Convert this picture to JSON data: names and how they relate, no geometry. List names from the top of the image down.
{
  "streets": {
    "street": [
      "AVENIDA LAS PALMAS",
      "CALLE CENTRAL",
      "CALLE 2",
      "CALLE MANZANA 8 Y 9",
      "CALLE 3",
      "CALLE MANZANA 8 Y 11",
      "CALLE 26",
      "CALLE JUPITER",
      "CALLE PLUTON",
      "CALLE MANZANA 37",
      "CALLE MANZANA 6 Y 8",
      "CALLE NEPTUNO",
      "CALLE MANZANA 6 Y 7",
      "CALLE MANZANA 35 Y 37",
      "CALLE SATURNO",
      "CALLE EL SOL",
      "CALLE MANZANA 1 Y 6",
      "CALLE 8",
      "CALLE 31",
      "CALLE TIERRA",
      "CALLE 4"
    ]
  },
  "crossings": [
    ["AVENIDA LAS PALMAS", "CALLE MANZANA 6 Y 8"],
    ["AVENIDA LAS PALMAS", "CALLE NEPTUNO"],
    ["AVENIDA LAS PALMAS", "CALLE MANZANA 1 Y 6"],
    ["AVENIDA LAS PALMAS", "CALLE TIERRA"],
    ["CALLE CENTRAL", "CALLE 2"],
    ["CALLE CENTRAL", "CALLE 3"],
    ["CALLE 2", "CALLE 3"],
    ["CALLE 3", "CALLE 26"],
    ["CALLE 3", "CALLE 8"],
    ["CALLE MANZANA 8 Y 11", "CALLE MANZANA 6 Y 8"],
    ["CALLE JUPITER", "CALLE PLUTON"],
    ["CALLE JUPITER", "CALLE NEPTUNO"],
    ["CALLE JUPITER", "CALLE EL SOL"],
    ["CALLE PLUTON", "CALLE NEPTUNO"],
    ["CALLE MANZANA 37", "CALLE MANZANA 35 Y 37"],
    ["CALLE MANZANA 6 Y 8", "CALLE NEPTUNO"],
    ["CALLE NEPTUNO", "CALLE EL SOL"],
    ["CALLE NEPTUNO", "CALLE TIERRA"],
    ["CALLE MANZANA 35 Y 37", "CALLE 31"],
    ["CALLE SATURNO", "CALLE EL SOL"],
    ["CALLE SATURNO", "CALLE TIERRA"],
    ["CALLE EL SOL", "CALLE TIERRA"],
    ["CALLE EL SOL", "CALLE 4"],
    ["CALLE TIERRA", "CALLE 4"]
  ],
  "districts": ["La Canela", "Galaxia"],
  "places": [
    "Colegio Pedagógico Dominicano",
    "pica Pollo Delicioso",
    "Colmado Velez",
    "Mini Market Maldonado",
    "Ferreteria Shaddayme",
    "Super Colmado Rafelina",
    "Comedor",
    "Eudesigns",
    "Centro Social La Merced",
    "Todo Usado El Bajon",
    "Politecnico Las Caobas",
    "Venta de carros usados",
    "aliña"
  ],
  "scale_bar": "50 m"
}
◆ ◆ ◆
EXERCISE GOAL: The exact wording of every entry above should be written out again.

OUTPUT OF THE TASK:
Convert this picture to JSON data: names and how they relate, no geometry. List names from the top of the image down.
{
  "streets": {
    "street": [
      "AVENIDA LAS PALMAS",
      "CALLE CENTRAL",
      "CALLE 2",
      "CALLE MANZANA 8 Y 9",
      "CALLE 3",
      "CALLE MANZANA 8 Y 11",
      "CALLE 26",
      "CALLE JUPITER",
      "CALLE PLUTON",
      "CALLE MANZANA 37",
      "CALLE MANZANA 6 Y 8",
      "CALLE NEPTUNO",
      "CALLE MANZANA 6 Y 7",
      "CALLE MANZANA 35 Y 37",
      "CALLE SATURNO",
      "CALLE EL SOL",
      "CALLE MANZANA 1 Y 6",
      "CALLE 8",
      "CALLE 31",
      "CALLE TIERRA",
      "CALLE 4"
    ]
  },
  "crossings": [
    ["AVENIDA LAS PALMAS", "CALLE MANZANA 6 Y 8"],
    ["AVENIDA LAS PALMAS", "CALLE NEPTUNO"],
    ["AVENIDA LAS PALMAS", "CALLE MANZANA 1 Y 6"],
    ["AVENIDA LAS PALMAS", "CALLE TIERRA"],
    ["CALLE CENTRAL", "CALLE 2"],
    ["CALLE CENTRAL", "CALLE 3"],
    ["CALLE 2", "CALLE 3"],
    ["CALLE 3", "CALLE 26"],
    ["CALLE 3", "CALLE 8"],
    ["CALLE MANZANA 8 Y 11", "CALLE MANZANA 6 Y 8"],
    ["CALLE JUPITER", "CALLE PLUTON"],
    ["CALLE JUPITER", "CALLE NEPTUNO"],
    ["CALLE JUPITER", "CALLE EL SOL"],
    ["CALLE PLUTON", "CALLE NEPTUNO"],
    ["CALLE MANZANA 37", "CALLE MANZANA 35 Y 37"],
    ["CALLE MANZANA 6 Y 8", "CALLE NEPTUNO"],
    ["CALLE NEPTUNO", "CALLE EL SOL"],
    ["CALLE NEPTUNO", "CALLE TIERRA"],
    ["CALLE MANZANA 35 Y 37", "CALLE 31"],
    ["CALLE SATURNO", "CALLE EL SOL"],
    ["CALLE SATURNO", "CALLE TIERRA"],
    ["CALLE EL SOL", "CALLE TIERRA"],
    ["CALLE EL SOL", "CALLE 4"],
    ["CALLE TIERRA", "CALLE 4"]
  ],
  "districts": ["La Canela", "Galaxia"],
  "places": [
    "Colegio Pedagógico Dominicano",
    "pica Pollo Delicioso",
    "Colmado Velez",
    "Mini Market Maldonado",
    "Ferreteria Shaddayme",
    "Super Colmado Rafelina",
    "Comedor",
    "Eudesigns",
    "Centro Social La Merced",
    "Todo Usado El Bajon",
    "Politecnico Las Caobas",
    "Venta de carros usados",
    "aliña"
  ],
  "scale_bar": "50 m"
}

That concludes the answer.